Stored entries
►
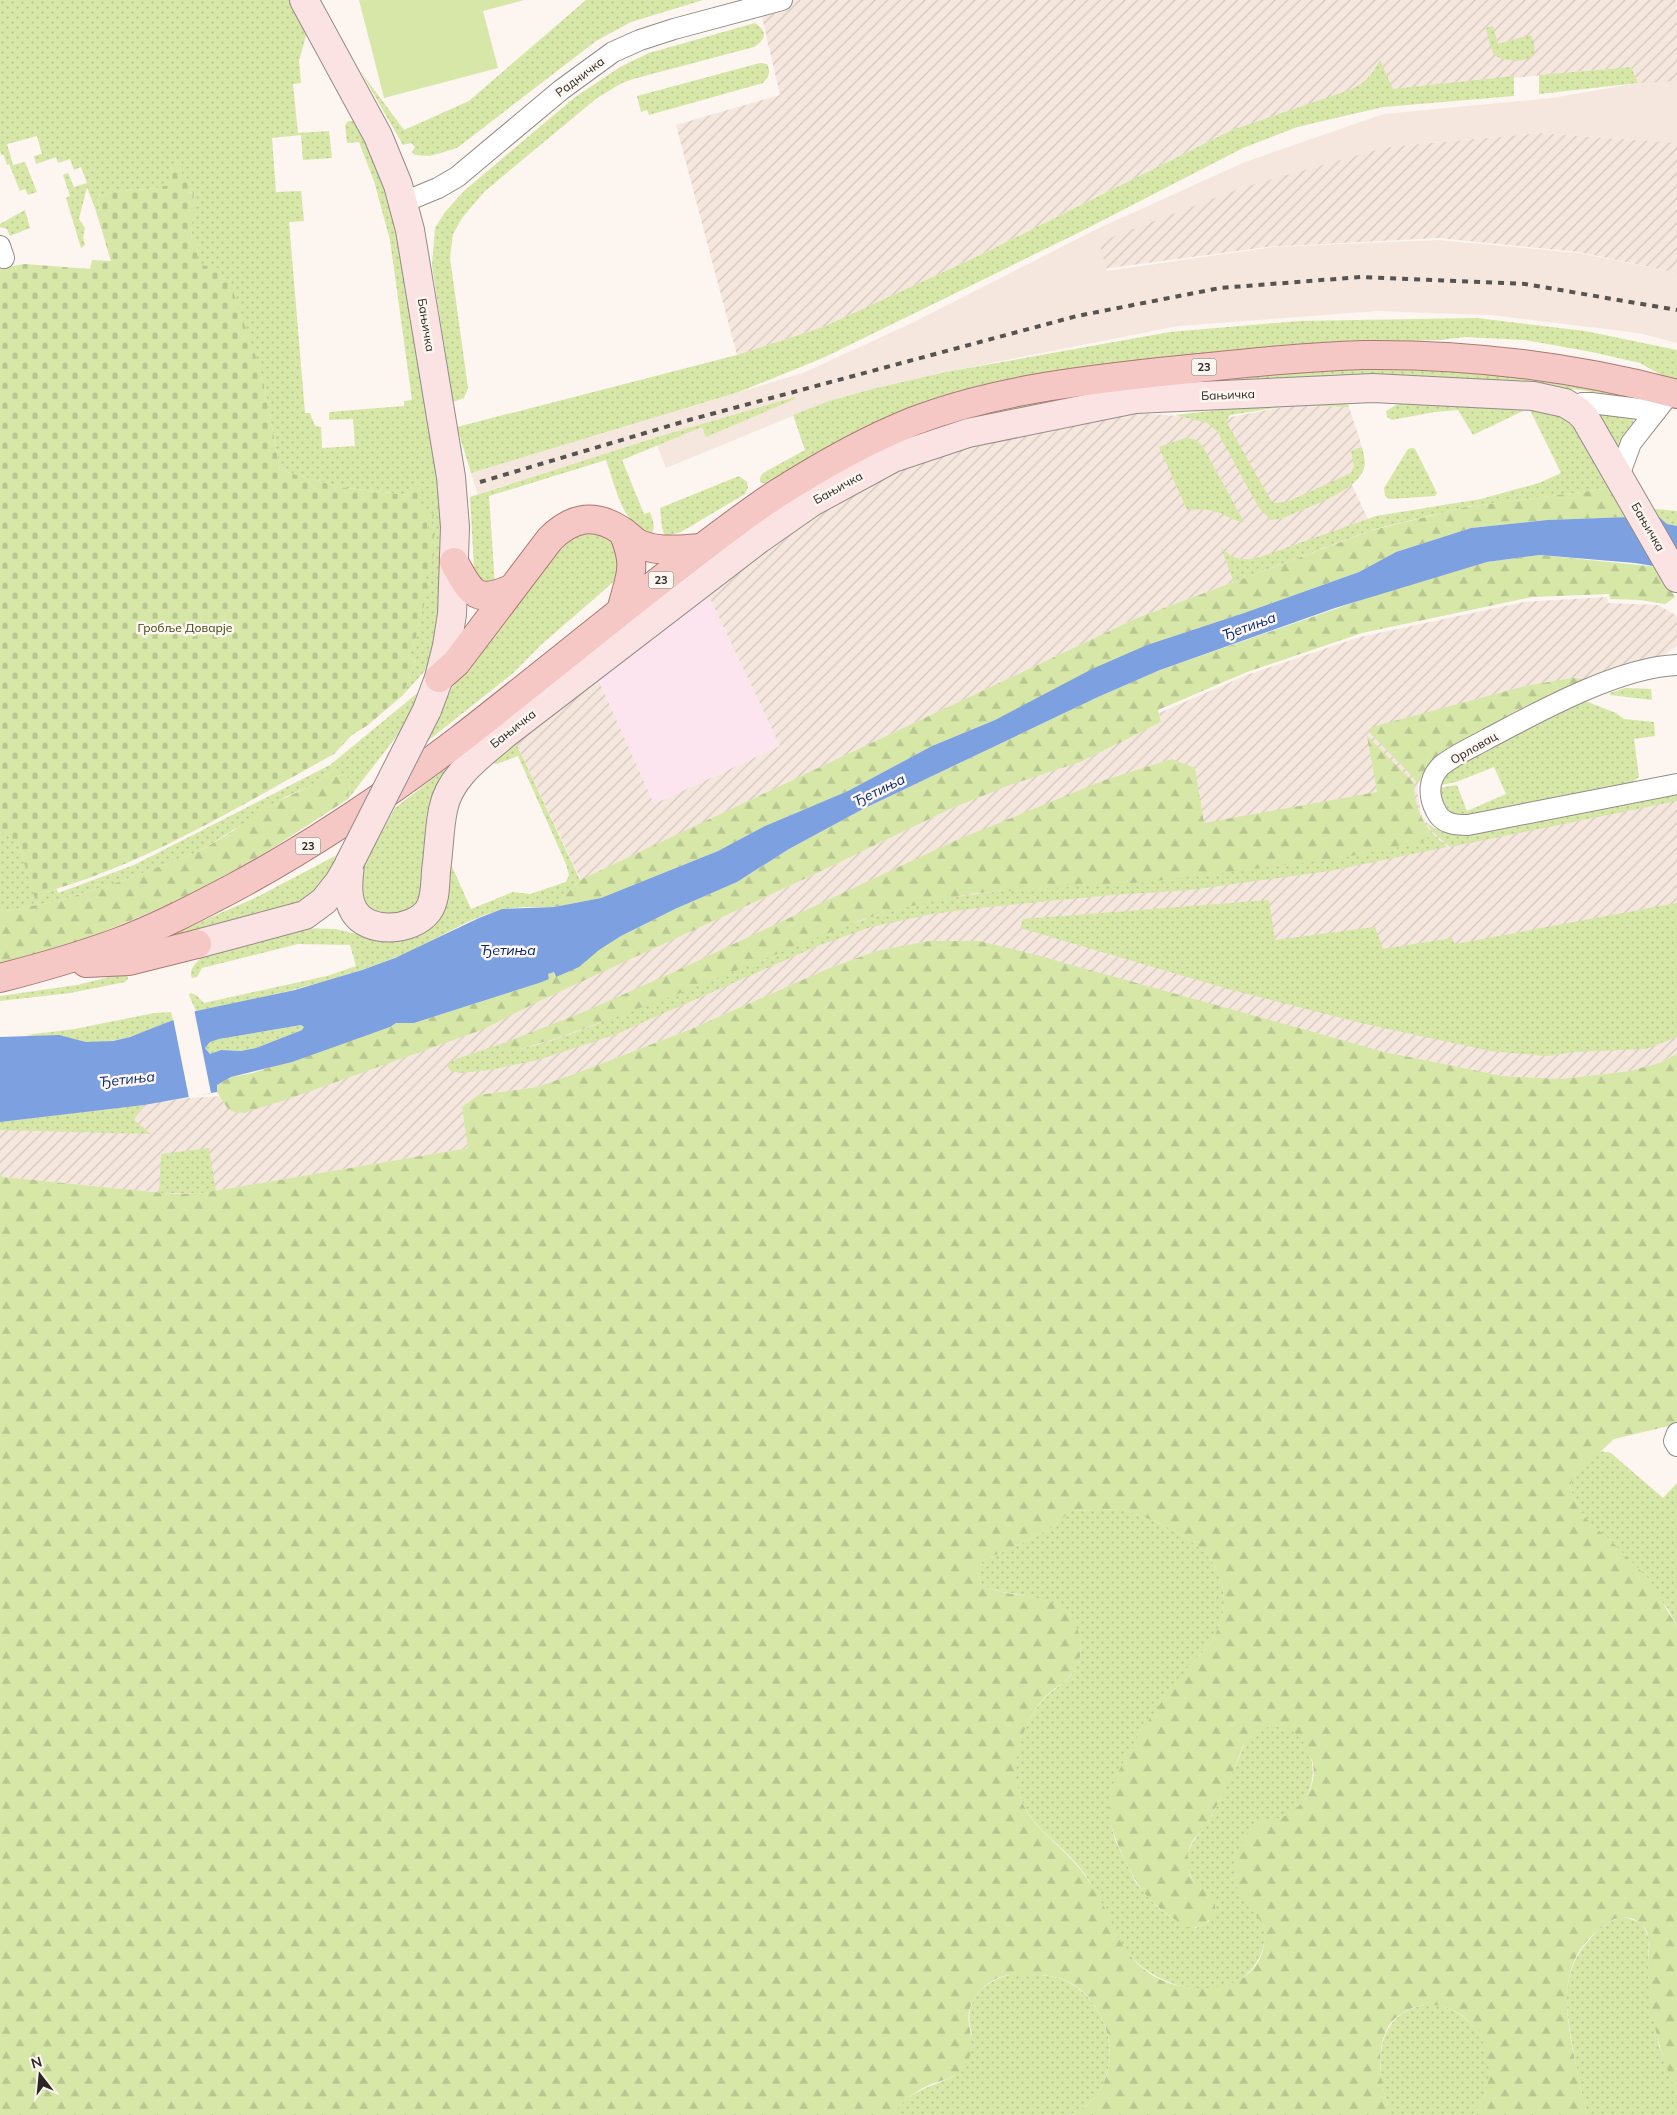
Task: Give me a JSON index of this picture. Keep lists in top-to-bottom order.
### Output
{
  "streets": {
    "main road": ["23"],
    "street": ["Радничка", "Бањичка", "Орловац"]
  },
  "crossings": [
    ["Радничка", "Бањичка"]
  ],
  "water": ["Ђетиња"],
  "parks": ["Гробље Доварје"],
  "north": "top"
}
◄
# EXERCISE DESCRIPTION
All the records need to be repeated exactly, with the images dropped.

# RESULT OF THIS EXERCISE
Task: Give me a JSON index of this picture. Keep lists in top-to-bottom order.
### Output
{
  "streets": {
    "main road": ["23"],
    "street": ["Радничка", "Бањичка", "Орловац"]
  },
  "crossings": [
    ["Радничка", "Бањичка"]
  ],
  "water": ["Ђетиња"],
  "parks": ["Гробље Доварје"],
  "north": "top"
}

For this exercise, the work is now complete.